Go through the data and copy each line where the word "canvas" shows up.

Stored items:
┌──

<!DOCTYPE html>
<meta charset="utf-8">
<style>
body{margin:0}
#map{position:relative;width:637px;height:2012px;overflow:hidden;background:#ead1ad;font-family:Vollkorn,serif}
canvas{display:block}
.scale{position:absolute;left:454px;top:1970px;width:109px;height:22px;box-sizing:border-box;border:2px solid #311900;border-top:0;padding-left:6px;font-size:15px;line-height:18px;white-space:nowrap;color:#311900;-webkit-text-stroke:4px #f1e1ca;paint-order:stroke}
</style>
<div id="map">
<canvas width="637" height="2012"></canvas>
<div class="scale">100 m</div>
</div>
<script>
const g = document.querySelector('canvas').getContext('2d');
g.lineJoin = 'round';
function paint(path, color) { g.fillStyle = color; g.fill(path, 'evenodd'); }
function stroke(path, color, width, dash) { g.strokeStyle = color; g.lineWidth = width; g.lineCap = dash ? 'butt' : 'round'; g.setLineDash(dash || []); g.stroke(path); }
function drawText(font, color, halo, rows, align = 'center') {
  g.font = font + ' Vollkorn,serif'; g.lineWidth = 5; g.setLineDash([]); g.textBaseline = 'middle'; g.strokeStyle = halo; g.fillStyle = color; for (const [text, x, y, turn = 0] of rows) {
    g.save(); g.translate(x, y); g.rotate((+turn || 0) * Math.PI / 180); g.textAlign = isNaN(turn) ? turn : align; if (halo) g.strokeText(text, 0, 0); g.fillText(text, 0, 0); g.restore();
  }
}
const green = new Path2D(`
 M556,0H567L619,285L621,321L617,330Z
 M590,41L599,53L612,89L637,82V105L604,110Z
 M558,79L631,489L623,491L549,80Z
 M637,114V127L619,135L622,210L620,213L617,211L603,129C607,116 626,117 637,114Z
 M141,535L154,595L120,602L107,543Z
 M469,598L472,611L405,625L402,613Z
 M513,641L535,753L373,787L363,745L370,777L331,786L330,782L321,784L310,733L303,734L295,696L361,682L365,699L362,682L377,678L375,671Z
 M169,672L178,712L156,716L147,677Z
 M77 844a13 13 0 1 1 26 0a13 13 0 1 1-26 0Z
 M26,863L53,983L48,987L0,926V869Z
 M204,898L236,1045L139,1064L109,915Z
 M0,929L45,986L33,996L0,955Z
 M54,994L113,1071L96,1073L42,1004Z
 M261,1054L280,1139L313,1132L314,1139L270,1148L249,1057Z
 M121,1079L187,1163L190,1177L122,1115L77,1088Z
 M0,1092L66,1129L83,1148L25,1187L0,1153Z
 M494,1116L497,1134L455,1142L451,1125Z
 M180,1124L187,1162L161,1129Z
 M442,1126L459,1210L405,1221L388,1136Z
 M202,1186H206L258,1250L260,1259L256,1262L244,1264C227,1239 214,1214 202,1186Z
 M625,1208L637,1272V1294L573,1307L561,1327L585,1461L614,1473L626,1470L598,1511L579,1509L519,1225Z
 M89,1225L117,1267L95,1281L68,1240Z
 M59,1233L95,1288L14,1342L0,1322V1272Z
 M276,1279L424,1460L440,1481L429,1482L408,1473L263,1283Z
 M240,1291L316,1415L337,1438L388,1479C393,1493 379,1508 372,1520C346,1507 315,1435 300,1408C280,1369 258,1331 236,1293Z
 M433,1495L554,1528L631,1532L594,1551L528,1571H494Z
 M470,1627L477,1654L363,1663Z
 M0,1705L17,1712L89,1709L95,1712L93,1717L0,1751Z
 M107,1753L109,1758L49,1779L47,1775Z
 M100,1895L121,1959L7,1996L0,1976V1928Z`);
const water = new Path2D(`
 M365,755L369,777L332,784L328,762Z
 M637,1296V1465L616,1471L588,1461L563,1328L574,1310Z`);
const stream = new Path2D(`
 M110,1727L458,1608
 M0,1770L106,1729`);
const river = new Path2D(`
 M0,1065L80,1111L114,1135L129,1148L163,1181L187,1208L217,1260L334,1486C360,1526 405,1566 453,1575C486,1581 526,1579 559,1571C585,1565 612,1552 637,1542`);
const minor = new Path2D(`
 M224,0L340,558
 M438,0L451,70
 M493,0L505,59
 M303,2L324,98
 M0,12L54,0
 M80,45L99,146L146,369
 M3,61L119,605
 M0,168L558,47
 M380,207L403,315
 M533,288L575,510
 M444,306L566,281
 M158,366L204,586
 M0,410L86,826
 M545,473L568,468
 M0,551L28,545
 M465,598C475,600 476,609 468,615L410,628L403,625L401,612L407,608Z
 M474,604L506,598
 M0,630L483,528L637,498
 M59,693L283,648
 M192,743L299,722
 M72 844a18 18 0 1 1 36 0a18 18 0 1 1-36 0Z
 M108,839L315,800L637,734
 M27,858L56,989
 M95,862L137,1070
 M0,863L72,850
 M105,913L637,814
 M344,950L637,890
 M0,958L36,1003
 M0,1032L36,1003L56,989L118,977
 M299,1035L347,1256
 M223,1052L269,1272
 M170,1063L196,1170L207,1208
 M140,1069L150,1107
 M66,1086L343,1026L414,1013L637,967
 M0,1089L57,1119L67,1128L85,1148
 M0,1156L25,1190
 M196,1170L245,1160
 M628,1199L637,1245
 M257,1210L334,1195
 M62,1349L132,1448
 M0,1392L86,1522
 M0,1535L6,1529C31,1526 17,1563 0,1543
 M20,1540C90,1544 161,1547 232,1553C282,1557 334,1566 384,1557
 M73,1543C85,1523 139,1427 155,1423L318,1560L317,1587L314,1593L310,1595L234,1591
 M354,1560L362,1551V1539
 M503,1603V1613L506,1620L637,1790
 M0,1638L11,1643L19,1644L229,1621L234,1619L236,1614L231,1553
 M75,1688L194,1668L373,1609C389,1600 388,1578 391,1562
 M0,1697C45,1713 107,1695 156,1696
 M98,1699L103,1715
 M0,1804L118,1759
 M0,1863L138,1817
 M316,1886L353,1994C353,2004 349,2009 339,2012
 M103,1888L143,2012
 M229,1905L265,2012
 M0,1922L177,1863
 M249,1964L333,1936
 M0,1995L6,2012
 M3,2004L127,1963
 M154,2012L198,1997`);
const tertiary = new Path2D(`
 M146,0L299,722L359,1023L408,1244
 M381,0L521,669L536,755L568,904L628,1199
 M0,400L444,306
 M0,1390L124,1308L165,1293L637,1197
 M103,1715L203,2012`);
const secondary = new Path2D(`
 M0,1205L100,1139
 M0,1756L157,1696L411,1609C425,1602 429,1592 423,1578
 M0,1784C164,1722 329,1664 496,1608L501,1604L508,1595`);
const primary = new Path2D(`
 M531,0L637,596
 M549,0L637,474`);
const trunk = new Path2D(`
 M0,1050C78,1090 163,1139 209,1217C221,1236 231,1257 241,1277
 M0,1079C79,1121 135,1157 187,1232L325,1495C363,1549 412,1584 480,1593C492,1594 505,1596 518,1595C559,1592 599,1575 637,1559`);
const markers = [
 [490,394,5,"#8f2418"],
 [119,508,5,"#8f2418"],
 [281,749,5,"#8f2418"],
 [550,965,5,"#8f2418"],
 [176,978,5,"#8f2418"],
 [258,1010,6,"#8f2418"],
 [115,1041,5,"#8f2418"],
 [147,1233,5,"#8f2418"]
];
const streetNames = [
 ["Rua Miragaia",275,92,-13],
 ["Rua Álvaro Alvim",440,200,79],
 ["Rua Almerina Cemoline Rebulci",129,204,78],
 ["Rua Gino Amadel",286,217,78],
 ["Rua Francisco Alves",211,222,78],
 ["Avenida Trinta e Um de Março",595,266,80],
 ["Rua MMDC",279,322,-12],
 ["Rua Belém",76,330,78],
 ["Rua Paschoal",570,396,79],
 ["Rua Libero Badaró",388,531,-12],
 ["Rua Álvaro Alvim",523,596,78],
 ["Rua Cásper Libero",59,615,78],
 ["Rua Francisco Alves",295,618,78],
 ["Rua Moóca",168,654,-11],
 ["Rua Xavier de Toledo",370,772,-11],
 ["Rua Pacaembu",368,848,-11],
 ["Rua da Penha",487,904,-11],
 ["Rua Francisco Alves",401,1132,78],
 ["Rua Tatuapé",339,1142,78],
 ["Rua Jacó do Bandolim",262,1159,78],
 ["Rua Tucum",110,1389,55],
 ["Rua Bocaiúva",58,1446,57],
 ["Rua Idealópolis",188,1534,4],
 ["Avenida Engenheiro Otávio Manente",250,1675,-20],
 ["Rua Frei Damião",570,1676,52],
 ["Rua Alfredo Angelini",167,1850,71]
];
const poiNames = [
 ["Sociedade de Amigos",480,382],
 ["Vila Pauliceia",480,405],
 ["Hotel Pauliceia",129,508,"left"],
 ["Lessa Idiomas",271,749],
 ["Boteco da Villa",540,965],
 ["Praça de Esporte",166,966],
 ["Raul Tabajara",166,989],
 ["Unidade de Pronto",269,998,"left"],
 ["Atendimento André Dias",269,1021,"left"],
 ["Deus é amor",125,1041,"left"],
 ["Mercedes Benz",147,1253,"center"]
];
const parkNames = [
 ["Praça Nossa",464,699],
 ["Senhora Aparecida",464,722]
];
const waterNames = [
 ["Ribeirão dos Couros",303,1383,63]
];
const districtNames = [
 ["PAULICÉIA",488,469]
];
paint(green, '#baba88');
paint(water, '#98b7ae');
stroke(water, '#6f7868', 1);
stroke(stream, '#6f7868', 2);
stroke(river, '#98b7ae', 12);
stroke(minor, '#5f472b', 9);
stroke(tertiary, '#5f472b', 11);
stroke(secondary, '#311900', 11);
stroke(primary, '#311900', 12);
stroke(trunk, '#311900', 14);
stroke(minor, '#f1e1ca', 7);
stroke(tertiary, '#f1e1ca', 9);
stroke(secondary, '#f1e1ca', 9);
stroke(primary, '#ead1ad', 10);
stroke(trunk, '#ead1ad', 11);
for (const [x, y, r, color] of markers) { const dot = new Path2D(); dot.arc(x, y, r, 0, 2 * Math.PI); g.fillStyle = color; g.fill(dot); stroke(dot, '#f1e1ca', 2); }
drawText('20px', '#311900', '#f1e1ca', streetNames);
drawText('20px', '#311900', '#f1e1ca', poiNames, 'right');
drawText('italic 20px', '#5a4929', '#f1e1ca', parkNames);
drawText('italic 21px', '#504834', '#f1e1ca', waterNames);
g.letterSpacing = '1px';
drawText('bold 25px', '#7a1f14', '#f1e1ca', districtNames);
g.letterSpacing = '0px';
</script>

└──

[Answer to this problem]:
canvas{display:block}
<canvas width="637" height="2012"></canvas>
const g = document.querySelector('canvas').getContext('2d');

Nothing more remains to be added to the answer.